Daily Bytes

Stephen Trimble, Michelle Tago-Tu’itupou and KUED’s The Great American Read

What’s your favorite book? That’s the question KUED, in conjunction with PBS’s The Great American Read, has been asking Utahns all summer long — at the Farmer’s Market, the Pride Festival, Craft Lake City and elsewhere. “This isn’t meant to be a list of the best books written, but more a list of the best-loved books,” says KUED community engagement coordinator and 15 Bytes regular Laura Durham. So, not necessarily Tolstoy or Faulkner. More “Charlotte’s Web” and “The Adventures of Tom Sawyer.” “The frontrunners at our events are usually Harry Potter and “To Kill a Mockingbird,” she says, “but I’ve been pleasantly surprised to see people voting for books that are a little more under the radar and listening to them argue with their friends and family about their choices.
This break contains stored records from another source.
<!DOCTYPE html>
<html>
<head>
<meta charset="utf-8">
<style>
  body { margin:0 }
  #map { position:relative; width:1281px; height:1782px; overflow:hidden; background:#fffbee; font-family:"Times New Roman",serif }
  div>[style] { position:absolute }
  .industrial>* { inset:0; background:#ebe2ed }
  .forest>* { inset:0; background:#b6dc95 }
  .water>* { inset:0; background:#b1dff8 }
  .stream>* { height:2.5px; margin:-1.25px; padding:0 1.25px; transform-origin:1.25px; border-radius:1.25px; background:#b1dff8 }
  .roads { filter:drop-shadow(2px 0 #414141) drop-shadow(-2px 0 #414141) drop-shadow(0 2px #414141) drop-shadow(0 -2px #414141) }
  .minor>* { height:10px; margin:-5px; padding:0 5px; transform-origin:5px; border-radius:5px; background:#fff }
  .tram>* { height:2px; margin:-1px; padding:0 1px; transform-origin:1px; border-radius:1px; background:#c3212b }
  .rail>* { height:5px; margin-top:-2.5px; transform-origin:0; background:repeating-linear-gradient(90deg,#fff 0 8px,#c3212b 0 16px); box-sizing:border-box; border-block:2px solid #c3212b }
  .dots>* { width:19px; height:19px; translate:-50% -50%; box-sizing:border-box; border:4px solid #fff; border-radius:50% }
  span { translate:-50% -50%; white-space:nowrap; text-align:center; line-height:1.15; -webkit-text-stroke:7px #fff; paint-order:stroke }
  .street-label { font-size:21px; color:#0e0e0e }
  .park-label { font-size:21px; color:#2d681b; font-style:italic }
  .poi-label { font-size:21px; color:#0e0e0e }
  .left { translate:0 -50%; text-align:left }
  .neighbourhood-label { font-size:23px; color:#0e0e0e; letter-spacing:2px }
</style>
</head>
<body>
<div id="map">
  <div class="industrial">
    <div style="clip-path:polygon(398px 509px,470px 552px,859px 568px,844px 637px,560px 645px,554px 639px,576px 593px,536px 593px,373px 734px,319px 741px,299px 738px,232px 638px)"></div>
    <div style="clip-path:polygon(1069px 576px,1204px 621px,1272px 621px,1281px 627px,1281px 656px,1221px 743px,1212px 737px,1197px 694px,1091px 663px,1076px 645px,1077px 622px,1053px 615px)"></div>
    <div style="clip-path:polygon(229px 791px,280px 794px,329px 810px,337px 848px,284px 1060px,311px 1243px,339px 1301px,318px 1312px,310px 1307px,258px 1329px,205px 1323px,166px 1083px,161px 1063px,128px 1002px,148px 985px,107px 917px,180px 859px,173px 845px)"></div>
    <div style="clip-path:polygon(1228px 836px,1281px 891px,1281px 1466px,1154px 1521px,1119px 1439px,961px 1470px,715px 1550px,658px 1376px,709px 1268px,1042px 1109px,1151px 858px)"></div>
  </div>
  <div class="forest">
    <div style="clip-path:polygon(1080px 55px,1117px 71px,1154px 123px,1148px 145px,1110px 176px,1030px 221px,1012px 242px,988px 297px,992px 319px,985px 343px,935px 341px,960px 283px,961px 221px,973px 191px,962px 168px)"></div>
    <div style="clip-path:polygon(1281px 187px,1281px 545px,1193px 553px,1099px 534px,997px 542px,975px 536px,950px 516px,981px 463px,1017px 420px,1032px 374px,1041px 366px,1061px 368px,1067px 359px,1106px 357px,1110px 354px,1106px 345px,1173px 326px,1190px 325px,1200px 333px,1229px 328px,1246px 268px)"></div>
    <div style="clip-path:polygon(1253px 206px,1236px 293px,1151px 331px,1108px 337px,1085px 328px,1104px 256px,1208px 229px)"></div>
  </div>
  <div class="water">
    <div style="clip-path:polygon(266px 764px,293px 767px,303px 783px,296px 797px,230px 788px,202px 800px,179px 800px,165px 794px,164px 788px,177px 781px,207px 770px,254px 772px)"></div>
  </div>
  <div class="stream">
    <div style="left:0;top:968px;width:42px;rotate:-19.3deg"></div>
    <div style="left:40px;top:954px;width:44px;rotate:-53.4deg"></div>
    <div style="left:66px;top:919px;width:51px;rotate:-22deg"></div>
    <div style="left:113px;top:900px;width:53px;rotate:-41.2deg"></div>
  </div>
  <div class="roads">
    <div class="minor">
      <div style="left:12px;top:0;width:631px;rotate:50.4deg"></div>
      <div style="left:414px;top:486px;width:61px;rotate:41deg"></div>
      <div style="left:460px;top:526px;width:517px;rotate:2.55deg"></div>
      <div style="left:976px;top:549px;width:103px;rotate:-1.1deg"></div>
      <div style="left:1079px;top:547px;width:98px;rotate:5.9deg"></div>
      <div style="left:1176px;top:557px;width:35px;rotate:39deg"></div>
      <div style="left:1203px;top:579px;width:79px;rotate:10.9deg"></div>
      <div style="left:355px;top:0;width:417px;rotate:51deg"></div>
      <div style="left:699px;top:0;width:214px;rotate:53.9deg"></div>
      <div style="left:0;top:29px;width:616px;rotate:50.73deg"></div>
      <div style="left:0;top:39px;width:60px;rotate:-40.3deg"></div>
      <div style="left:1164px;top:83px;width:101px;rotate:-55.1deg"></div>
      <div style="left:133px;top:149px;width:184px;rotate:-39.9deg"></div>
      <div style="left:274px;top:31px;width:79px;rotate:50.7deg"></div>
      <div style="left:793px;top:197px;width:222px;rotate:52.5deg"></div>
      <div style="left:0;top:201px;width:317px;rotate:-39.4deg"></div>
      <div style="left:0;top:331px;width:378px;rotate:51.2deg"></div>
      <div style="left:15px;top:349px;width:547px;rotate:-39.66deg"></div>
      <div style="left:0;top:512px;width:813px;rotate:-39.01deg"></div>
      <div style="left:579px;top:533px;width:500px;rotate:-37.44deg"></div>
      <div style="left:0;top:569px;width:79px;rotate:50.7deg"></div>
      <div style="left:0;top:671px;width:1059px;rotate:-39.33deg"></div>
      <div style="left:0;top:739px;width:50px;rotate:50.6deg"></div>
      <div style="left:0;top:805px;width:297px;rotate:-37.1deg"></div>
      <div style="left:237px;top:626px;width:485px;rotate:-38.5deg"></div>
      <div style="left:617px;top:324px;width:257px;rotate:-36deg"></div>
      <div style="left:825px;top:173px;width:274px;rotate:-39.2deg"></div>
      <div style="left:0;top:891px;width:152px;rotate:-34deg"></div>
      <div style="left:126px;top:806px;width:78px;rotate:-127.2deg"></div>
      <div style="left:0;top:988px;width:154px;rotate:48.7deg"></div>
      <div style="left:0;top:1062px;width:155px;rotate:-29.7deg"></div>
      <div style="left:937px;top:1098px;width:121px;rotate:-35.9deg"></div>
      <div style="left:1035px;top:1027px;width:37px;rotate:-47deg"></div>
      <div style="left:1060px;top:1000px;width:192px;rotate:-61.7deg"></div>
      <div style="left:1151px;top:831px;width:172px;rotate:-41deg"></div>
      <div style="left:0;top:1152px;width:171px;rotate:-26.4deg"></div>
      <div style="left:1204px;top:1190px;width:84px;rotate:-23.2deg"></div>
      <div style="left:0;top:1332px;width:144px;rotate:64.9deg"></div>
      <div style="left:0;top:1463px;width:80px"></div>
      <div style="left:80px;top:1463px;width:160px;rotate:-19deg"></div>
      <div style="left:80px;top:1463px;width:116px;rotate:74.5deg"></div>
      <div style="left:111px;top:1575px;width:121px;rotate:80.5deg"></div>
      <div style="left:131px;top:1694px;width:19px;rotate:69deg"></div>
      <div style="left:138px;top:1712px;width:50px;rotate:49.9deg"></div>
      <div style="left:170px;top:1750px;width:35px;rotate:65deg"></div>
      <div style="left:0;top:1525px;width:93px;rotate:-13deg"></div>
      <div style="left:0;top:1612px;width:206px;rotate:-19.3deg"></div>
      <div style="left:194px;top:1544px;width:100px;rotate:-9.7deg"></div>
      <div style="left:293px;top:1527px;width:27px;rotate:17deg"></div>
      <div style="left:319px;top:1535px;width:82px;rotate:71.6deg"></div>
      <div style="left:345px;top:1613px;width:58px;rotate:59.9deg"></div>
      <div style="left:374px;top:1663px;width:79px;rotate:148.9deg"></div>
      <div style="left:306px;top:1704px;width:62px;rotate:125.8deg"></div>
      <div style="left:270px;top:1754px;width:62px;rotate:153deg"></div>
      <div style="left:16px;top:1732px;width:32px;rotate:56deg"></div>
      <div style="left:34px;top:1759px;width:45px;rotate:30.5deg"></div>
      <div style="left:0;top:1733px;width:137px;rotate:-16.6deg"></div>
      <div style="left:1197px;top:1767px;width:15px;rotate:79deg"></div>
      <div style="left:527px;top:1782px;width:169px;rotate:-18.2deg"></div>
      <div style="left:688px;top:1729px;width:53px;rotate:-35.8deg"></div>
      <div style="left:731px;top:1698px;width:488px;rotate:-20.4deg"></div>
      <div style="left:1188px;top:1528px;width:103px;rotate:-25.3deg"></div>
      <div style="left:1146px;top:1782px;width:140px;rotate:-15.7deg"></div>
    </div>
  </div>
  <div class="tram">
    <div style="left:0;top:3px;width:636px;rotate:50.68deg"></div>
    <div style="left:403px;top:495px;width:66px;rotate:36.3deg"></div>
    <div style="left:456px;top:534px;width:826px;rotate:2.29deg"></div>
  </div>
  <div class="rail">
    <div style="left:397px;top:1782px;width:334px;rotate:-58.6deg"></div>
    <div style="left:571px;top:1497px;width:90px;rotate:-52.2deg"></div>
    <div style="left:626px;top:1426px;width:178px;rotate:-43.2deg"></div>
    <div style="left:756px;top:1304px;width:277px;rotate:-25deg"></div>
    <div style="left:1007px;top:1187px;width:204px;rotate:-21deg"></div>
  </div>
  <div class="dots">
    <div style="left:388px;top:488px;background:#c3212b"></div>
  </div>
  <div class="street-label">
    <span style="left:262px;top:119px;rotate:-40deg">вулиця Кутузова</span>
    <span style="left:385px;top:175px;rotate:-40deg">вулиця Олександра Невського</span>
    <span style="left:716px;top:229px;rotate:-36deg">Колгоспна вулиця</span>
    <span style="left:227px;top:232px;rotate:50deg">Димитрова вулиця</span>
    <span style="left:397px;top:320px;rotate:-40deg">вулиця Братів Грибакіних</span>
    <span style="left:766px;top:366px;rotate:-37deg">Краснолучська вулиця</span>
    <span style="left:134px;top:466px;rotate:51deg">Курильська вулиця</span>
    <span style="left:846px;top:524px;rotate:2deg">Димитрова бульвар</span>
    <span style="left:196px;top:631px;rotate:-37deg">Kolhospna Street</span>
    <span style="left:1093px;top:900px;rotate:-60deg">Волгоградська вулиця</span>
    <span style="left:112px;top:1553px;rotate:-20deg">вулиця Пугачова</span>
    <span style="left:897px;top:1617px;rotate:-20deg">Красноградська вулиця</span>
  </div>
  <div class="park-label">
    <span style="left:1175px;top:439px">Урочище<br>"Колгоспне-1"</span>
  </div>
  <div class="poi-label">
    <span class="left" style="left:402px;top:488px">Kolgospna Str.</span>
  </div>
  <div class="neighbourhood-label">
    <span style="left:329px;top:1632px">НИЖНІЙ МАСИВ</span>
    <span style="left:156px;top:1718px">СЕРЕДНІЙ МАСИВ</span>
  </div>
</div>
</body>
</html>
Turns out people are passionate about the books they read.”

In 2017, PBS did extensive polling to come up with a list of America’s best-loved novels. There are plenty of the titles you may have read in high school English class, some time-honored favorites like “Alice’s Adventures in Wonderland” and “Anne of Green Gables,” thrillers like “Jurassic Park” and “The Hunt for Red October,” and even recent sensations like “Fifty Shades of Grey.” A series exploring these best-loved novels will air on PBS beginning Sept.11.

KUED received a grant to produce its own mini-documentaries, which will air locally during the series. “The producers wanted to focus on a theme,” Durham says, “and chose to focus on works that explore the author’s relationship to the land, to their homeland.” They chose to spotlight veteran photographer and writer Stephen Trimble and first-time self-published author Michelle Tago-Tu’itupou to explore how their hometowns have influenced their writing and their stories.

As a writer, editor, and photographer, Trimble has published more than 20 award-winning books in his long career. He likes to say, “Gotta write. If not, I get depressed. Photography brings me great joy, but writing takes everything I’ve got.” The documentary will touch on two of his latest books: “Bargaining for Eden” and “Red Rock Stories.” The latter is a collection of essays and poems that argue for protecting America’s public lands, with a focus on Bears Ears.

A writer born and raised in American Samoa, Tago-Tu’itupou just published “Person of Shadows,” a young adult novel that follows Keaka and her brother Alika on a perilous journey seeking help from the gods to save what is left of their broken family. “I wrote this novel because our Pasifika stories need to be heard, not only by our own communities, but by others so there will be a better understanding of who we are and the rich cultures we carry with us,” the author says.

KUED is hosting an event at Broadway Centre Cinemas in Salt Lake City on Tuesday, Sept. 4, to launch the new series with refreshments and a book exchange. Those who bring a book to donate to the exchange will get a free copy of either Trimble’s or Tago-Tu’itupou’s book. They’ll also get a chance to meet the authors, watch an advanced screening of one of The Great American Read episodes, and clips from the documentaries on Trimble and Tago-Tu’itupou.